Prenons par exemple votre blogue. Vous avez décidé de mettre le fond en noir et le texte en blanc, ce qui est tout le contraire d’un livre, où le fond est blanc et le texte est noir. Je trouve que c’est plus facile de lire sur fond noir, ou sombre. Ce n’est pas le même confort. Personnellement, je trouve difficile de lire à l’écran sur fond blanc. C’est difficile pour l’œil, provoque de la fatigue, et use l’attention plus rapidement.

Et nous ne sommes pas entré encore dans le cognitif.

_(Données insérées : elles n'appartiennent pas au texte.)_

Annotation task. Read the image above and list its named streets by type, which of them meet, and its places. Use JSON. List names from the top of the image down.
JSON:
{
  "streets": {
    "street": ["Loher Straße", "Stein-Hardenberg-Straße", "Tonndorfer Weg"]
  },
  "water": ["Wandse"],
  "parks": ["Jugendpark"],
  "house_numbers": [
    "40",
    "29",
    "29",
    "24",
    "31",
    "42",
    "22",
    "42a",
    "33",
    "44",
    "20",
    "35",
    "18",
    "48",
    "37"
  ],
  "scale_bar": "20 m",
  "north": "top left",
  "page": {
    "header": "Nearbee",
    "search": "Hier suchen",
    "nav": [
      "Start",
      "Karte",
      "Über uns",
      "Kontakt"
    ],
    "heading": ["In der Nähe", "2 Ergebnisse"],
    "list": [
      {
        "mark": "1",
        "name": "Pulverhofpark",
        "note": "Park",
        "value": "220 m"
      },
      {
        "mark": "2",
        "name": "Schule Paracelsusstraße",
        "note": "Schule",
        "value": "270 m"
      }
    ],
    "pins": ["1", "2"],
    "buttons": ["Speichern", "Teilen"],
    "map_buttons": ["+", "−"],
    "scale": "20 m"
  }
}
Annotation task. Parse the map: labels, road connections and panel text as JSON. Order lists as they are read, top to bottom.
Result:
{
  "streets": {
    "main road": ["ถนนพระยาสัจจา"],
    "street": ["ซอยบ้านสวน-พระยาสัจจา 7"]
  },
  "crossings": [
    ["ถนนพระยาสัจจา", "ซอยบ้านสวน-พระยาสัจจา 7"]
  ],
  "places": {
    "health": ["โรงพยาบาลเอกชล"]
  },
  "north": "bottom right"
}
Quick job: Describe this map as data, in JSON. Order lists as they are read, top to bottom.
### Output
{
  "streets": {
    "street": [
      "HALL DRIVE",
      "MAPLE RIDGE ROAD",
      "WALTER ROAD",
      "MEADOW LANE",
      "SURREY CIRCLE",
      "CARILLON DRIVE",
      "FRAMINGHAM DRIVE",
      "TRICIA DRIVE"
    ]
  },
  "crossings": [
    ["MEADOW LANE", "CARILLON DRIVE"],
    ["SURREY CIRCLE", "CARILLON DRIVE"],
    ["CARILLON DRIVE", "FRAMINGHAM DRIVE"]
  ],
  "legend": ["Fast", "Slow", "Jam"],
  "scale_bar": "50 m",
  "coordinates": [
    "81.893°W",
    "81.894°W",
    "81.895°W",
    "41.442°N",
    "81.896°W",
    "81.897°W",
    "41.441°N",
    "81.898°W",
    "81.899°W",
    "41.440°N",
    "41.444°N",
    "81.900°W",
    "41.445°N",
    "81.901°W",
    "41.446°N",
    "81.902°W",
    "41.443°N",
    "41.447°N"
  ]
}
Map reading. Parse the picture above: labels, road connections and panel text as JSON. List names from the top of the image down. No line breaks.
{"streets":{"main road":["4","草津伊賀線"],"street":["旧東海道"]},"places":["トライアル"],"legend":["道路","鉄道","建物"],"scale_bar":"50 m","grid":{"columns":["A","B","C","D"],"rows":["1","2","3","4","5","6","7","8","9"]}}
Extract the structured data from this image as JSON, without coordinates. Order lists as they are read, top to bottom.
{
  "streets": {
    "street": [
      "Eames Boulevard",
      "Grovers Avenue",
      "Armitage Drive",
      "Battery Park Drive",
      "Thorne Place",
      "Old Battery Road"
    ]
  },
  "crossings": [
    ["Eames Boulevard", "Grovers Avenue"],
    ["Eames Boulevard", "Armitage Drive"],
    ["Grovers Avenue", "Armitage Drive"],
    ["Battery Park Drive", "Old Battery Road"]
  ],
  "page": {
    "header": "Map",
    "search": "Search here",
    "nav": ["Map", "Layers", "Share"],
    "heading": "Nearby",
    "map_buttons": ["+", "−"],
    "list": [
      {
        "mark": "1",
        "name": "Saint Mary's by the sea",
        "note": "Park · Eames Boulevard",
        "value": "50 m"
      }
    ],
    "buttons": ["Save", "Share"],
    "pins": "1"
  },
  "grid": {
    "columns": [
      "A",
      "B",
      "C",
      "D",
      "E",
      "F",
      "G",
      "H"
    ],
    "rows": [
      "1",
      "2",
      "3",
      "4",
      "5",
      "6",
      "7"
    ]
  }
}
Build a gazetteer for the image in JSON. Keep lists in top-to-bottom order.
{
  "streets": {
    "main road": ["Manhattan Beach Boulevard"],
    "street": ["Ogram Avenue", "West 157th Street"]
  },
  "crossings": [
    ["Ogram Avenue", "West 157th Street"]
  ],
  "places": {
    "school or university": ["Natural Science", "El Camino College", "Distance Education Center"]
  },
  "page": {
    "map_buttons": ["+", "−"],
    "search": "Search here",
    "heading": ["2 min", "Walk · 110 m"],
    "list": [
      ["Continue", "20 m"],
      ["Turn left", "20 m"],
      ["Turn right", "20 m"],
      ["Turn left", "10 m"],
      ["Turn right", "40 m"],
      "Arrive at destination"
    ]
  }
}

Je vais poursuivre mes recherches pour me procurer le livre de madame Wolf.
Bonne fin de journée Carmilla et merci.
Richard St-Laurent

Carmilla Le Golem a dit…

Merci Nuages pour ces précisions,

Vive la Belgique porte flambeau de l'Esprit des Lumières !

Carmilla

Carmilla Le Golem a dit…

Merci Richard,

Je précise quand même que mon petit post est bien modeste en regard des travaux de Maryanne Wolf.

J'avoue que je n'ai pas du tout les mêmes capacités de lecture sur un écran. Je suis beaucoup plus lente et je mémorise moins bien. En plus, j'ai beaucoup plus de mal à me concentrer. Je suis ainsi incapable de lire un livre sur ordinateur.

Je constate en outre que ceux qui affirment le contraire, qui disent que ce n'est qu'une question d'habitude et préconisent de se contenter d'une liseuse, ne sont pas, en fait, de grands lecteurs.

Des lettres blanches sur un fond noir, c'est effectivement plus reposant. Il me semble d'ailleurs que les premiers traitements de texte avaient tous un fond noir. Mais aujourd'hui, il n'y a plus que des fonds blancs. En ce qui me concerne, j'ai choisi un fond noir pour une simple raison esthétique, pour être mieux en accord avec la tonalité, tout de même un peu sombre, de mon blog.

Enfin, ce qui est sûr, c'est que l'explosion des nouveaux supports ne contribue guère à l'éducation et la bonne entente de leurs lecteurs. L'impulsion et la haine, plutôt que l'analyse et la réflexion.